*Input records*:
▼

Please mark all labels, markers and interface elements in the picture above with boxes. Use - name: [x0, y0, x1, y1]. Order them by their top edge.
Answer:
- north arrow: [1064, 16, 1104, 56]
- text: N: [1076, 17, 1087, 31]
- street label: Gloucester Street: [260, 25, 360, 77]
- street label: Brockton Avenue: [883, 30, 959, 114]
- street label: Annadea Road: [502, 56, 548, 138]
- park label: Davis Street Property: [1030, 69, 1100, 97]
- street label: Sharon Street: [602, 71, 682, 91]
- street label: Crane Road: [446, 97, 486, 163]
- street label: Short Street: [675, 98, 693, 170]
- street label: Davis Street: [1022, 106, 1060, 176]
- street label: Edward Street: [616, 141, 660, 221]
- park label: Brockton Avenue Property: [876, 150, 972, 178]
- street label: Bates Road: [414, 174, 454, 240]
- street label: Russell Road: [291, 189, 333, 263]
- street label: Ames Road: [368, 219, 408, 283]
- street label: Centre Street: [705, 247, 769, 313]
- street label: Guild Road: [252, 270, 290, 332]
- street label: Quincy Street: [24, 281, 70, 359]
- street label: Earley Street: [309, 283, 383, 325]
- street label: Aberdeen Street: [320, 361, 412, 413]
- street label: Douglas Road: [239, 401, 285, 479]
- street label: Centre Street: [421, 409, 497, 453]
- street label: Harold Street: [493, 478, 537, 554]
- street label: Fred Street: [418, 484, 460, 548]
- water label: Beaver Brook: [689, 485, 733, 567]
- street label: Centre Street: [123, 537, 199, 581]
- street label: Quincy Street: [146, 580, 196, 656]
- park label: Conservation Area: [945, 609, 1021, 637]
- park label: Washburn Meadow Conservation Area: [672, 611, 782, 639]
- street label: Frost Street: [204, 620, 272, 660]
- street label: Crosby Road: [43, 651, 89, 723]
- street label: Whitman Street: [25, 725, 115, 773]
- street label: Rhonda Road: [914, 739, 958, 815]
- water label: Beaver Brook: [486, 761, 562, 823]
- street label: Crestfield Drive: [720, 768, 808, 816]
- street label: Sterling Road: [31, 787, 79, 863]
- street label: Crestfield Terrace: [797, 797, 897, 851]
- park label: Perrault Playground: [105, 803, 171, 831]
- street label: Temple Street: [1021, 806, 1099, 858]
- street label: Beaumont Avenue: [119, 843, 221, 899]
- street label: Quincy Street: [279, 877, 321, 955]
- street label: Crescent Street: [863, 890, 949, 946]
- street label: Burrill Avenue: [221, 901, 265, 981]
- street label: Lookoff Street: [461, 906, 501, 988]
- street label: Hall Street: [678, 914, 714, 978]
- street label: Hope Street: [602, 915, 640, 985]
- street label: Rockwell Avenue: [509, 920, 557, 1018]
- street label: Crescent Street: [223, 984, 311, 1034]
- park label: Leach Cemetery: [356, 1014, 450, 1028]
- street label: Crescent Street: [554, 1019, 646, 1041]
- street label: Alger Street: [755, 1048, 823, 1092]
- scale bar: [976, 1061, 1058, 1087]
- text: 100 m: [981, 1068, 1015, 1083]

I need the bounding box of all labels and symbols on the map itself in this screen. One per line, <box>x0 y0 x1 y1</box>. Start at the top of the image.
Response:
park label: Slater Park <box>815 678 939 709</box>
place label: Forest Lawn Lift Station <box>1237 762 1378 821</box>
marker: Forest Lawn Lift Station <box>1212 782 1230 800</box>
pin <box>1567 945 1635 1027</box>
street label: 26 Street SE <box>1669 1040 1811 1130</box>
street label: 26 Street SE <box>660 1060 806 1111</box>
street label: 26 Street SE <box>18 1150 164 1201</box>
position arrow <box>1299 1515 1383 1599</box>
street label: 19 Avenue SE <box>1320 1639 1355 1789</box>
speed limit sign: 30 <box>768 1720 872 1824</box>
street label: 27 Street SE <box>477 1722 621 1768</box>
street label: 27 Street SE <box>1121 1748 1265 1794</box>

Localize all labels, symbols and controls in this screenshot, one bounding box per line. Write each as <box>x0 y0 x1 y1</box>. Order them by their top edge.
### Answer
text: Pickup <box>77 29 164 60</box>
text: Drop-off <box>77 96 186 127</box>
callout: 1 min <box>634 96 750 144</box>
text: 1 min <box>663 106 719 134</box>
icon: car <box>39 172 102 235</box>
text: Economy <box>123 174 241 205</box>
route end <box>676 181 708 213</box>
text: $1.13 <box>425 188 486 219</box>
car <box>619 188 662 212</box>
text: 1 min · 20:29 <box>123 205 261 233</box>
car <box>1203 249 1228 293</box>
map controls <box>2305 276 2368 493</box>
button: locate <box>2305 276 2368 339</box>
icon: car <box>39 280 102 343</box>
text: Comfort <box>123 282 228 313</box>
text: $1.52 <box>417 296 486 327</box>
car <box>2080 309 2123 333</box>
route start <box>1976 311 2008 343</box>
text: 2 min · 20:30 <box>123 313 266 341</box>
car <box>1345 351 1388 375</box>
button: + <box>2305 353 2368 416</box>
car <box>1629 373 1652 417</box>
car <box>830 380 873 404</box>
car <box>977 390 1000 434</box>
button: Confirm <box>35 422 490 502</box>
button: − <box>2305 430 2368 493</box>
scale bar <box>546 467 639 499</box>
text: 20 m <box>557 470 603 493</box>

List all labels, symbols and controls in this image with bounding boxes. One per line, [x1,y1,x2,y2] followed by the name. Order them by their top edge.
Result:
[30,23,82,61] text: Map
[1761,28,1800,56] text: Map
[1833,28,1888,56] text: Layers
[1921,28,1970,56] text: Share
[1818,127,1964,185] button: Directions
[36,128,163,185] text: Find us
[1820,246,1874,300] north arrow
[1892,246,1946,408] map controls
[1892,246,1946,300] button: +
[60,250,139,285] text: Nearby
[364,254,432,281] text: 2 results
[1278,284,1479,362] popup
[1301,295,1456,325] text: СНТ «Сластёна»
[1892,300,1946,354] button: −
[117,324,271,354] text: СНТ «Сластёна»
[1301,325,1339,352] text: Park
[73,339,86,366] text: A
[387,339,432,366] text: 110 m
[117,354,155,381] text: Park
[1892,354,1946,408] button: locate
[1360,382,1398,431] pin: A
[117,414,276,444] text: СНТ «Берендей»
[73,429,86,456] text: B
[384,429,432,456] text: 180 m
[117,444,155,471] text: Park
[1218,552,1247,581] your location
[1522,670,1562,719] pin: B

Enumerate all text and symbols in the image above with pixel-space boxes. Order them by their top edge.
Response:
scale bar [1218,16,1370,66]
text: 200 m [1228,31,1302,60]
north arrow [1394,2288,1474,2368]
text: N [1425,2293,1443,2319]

▲

*Activity*: Nothing but the lines from the line with "List all labels, symbols" to the last line of the listing above should appear; please retype them exactly, both ends included.

*Answer box*:
List all labels, symbols and controls in this image with bounding boxes. One per line, [x1,y1,x2,y2] followed by the name. Order them by their top edge.
Result:
[30,23,82,61] text: Map
[1761,28,1800,56] text: Map
[1833,28,1888,56] text: Layers
[1921,28,1970,56] text: Share
[1818,127,1964,185] button: Directions
[36,128,163,185] text: Find us
[1820,246,1874,300] north arrow
[1892,246,1946,408] map controls
[1892,246,1946,300] button: +
[60,250,139,285] text: Nearby
[364,254,432,281] text: 2 results
[1278,284,1479,362] popup
[1301,295,1456,325] text: СНТ «Сластёна»
[1892,300,1946,354] button: −
[117,324,271,354] text: СНТ «Сластёна»
[1301,325,1339,352] text: Park
[73,339,86,366] text: A
[387,339,432,366] text: 110 m
[117,354,155,381] text: Park
[1892,354,1946,408] button: locate
[1360,382,1398,431] pin: A
[117,414,276,444] text: СНТ «Берендей»
[73,429,86,456] text: B
[384,429,432,456] text: 180 m
[117,444,155,471] text: Park
[1218,552,1247,581] your location
[1522,670,1562,719] pin: B

Enumerate all text and symbols in the image above with pixel-space boxes. Order them by their top edge.
Response:
scale bar [1218,16,1370,66]
text: 200 m [1228,31,1302,60]
north arrow [1394,2288,1474,2368]
text: N [1425,2293,1443,2319]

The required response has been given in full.